The Wealthy Silvas and Templos of Lipa and the Original Families of Mataasnakahoy - Batangas History, Culture and Folklore The Wealthy Silvas and Templos of Lipa and the Original Families of Mataasnakahoy - Batangas History, Culture and Folklore

The Wealthy Silvas and Templos of Lipa and the Original Families of Mataasnakahoy

[In this article: Mataasnakahoy Batangas, Kasaysayan ng Mataasnakahoy, Mataasnakahoy history, Ceferino Capuchino, Templo family, Silva family, original settlers Mataasnakahoy, immigrants to Mataasnakahoy]

Beginning with this article, Batangas History serializes the history of the small town of Mataasnakahoy based on a narrative written by one Ceferino Capuchino in 19981. The narrative, Capuchino himself wrote in the foreword, was compiled from stories of the elderly heard in the barbershop of his late father and from clan gatherings.

Because the narrative is essentially folkloric in nature – i.e. handed down the generations by word of mouth – there are obviously limitations in the provisions of dates when the events narrated occurred; and probably some lapses in accuracy as well. Still, when one considers that much of the earliest histories of mankind were actually transcribed from folklore, one cannot discount that Capuchino’s work is a great and rich source of information about Mataasnakahoy’s past.

Capuchino began his story with Taal Lake, which he described as heard from the elderly as having started as “isang ‘di gaanong kalakihang tubog2” (a small pool of water). Lipa was then but a small village in what is now Lumang Lipa in Mataasnakahoy. The claim of Taal Lake having begun life as a small pool is typical of folkloric stories and is more symbolic than factual. The lake used to be a channel connected to Balayan Bay that was closed off after the 1754 eruption of Taal Volcano.

Barrio Nangkaan Mataasnakahoy
View of Taal Lake from Barangay Nangkaan in Mataasnakahoy.  Image source:  Google Earth Street View.
That Lipa was a village in what is now Lumang Lipa in Mataasnakahoy is accurate enough.

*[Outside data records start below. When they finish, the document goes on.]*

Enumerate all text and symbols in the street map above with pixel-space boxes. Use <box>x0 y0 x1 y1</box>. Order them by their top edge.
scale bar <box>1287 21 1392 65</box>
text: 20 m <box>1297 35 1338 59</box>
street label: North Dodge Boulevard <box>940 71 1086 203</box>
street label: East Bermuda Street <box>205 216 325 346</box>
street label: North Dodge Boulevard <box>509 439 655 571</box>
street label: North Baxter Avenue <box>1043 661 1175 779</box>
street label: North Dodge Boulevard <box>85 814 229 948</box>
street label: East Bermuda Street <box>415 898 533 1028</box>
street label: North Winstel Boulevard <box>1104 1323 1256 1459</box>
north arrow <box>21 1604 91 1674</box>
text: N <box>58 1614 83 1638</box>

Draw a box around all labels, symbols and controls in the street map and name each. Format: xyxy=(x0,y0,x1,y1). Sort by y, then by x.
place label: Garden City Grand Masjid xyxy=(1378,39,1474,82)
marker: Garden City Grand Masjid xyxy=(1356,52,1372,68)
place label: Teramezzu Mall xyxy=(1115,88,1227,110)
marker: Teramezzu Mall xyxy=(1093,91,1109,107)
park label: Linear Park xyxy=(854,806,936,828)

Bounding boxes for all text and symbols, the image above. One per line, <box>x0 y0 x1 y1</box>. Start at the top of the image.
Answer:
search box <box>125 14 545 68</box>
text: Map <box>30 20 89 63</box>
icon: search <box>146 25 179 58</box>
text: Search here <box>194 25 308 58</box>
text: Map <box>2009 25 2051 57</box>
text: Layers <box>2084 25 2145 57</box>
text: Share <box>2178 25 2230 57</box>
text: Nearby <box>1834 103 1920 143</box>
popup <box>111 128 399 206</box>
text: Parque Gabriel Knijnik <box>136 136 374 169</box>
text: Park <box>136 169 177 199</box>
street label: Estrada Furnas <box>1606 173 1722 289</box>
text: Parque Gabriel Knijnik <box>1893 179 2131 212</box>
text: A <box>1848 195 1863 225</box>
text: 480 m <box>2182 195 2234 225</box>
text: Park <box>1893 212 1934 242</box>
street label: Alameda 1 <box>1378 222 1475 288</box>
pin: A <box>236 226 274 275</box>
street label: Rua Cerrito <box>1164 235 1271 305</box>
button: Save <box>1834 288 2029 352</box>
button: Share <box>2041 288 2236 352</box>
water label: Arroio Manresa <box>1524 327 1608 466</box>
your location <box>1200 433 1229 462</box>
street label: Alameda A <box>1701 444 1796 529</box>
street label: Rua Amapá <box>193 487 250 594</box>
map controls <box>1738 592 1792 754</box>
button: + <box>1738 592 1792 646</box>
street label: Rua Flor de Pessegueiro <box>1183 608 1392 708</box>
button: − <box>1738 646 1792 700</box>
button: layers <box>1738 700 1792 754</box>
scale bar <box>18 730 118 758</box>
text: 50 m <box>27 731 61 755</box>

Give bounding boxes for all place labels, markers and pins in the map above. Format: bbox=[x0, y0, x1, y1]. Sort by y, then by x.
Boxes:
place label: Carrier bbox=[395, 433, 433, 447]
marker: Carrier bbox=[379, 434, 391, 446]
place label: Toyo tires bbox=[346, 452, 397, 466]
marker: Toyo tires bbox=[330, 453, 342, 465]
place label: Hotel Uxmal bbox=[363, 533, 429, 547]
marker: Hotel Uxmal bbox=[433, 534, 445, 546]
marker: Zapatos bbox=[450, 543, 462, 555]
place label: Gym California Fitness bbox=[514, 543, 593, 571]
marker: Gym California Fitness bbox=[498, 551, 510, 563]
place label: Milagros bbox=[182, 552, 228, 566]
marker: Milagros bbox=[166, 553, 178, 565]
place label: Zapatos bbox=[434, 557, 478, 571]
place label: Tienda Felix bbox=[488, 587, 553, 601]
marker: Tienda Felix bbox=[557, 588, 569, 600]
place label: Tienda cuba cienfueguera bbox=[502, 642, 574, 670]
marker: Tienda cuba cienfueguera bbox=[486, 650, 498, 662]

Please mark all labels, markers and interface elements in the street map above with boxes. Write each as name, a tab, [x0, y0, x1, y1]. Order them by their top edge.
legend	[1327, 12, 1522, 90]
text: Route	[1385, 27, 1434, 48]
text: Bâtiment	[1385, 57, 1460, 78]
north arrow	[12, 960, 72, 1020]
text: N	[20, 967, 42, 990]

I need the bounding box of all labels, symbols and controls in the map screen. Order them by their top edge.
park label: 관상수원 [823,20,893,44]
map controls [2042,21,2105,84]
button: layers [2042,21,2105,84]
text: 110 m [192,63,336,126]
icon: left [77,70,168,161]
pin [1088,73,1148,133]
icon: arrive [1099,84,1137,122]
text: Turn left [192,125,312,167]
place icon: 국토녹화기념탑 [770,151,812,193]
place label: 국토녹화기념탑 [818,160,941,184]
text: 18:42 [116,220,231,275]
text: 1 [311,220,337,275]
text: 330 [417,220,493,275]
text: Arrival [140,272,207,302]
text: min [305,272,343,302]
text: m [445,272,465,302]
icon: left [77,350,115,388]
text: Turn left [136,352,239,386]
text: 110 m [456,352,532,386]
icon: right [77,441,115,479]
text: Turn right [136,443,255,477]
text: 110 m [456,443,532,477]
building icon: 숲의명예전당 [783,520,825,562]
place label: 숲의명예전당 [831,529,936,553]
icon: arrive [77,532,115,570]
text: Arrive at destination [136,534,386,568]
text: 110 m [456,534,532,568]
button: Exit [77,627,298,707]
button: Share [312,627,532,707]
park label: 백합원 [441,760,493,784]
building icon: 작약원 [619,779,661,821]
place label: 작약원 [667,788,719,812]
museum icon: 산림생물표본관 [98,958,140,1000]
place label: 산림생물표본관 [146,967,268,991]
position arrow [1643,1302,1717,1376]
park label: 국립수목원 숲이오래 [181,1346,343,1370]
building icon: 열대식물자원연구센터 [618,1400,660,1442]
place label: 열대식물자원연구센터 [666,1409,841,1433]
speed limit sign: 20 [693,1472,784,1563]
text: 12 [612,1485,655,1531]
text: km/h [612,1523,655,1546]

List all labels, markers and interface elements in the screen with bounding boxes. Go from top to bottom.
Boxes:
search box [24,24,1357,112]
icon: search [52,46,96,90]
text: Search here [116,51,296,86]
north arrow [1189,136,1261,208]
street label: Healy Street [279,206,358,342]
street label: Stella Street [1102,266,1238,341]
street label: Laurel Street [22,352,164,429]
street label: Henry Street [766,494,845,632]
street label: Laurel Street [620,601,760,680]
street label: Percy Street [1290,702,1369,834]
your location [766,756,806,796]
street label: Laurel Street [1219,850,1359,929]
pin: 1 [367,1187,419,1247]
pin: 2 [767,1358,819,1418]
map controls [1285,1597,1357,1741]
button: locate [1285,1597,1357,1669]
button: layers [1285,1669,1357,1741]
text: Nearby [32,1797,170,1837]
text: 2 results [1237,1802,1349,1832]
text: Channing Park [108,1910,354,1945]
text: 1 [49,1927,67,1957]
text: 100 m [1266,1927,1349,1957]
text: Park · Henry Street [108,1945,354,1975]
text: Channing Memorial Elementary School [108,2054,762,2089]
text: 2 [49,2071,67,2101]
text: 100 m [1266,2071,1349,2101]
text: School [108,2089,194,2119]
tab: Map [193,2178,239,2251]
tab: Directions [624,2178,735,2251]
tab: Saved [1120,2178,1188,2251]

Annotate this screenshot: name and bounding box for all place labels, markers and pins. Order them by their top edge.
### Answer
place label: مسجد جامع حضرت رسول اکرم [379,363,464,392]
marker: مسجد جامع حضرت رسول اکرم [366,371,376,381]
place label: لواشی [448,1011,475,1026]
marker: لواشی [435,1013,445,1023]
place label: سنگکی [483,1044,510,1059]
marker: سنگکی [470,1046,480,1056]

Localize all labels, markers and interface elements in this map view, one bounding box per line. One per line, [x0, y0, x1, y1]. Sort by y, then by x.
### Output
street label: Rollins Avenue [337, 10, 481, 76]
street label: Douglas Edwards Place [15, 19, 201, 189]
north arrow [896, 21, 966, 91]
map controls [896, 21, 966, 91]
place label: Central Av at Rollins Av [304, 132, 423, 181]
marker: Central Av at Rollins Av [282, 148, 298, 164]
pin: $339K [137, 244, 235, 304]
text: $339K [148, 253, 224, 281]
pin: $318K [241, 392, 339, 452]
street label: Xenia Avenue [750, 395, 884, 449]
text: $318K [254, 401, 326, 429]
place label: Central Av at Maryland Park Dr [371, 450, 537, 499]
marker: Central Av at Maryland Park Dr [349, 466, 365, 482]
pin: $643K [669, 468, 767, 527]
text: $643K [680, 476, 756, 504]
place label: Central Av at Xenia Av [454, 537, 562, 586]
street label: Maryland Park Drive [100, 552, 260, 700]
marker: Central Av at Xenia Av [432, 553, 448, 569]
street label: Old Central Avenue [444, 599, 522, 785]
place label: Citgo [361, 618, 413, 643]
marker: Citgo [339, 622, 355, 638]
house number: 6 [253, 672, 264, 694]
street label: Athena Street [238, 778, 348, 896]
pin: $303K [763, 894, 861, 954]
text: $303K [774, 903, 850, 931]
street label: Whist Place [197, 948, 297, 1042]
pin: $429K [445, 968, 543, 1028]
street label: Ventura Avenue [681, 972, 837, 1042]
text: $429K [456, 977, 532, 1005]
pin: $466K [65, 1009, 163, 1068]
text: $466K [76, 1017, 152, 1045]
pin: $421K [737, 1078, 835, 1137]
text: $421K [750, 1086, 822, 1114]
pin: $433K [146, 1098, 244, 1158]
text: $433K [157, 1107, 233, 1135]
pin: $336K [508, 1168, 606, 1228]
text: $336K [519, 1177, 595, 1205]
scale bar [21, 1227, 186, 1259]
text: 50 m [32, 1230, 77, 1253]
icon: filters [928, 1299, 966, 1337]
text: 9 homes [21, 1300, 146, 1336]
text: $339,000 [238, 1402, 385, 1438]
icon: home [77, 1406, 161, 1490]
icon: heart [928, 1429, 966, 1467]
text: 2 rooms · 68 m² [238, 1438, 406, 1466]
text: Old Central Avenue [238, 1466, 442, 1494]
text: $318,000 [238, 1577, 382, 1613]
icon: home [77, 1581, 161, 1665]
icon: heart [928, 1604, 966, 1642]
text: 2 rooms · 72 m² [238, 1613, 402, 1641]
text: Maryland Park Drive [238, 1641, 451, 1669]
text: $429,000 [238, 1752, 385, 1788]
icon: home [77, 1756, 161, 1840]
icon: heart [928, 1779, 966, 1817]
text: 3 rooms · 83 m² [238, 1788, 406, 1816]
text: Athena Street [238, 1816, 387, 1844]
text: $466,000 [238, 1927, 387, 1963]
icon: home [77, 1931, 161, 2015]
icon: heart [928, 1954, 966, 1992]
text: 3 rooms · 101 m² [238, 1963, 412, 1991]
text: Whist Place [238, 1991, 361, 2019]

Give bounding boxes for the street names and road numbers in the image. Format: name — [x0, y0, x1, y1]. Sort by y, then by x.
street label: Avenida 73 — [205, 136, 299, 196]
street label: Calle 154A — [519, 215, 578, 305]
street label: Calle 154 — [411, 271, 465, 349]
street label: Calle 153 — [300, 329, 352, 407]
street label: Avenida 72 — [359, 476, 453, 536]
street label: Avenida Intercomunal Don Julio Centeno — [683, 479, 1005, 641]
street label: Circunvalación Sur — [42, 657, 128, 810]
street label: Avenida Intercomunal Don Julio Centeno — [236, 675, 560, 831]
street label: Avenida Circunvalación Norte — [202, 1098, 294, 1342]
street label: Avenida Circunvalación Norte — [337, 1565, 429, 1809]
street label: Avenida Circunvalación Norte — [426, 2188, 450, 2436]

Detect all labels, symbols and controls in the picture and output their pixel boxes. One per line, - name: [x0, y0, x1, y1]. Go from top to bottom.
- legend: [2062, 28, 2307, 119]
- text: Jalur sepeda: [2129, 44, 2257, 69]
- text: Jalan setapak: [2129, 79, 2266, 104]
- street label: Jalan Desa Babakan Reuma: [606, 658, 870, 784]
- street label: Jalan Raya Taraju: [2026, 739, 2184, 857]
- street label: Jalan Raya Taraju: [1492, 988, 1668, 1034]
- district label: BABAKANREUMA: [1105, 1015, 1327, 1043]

However, the original pueblo or Christian community from which Lipa would arise was built in 1605 by Augustinian friars in what is now the village of Tagbakin in Lipa City.
READ: “The Augustinians and their Role in the Founding of Taal, Batangas, Tanauan, Bauan and Lipa

Before the arrival of the Spanish conquistadores, Capuchino went on, the land which is presently Mataasnakahoy was owned by the datu (a tribal chief3) and did not even have a name. It was only called such because of a landmark tree that could be seen from a distance. The tree was about a hundred meters tall and according to elders would be felled by a powerful typhoon.

At the time, Mataasnakahoy was still a “pulong4 gubat” (an isolated forest), dark and unlit except for the tiny sheen of fireflies. The lushness was, although unstated by Capuchino, because of the area’s proximity to Taal Volcano. Thus, its soil was rich with volcanic minerals.

Understandably because his narrative was based on the stories of the elderly, Capuchino leaped from the pre-Hispanic era to when the Spanish Queen Regent Maria Cristina bestowed upon Lipa, to which the land known as Mataasnakahoy still belonged, the title of “villa5.” This was in the latter half of the 19th century.

[READ: The Glory of 19th Century Villa de Lipa as Described by a Spanish Historian]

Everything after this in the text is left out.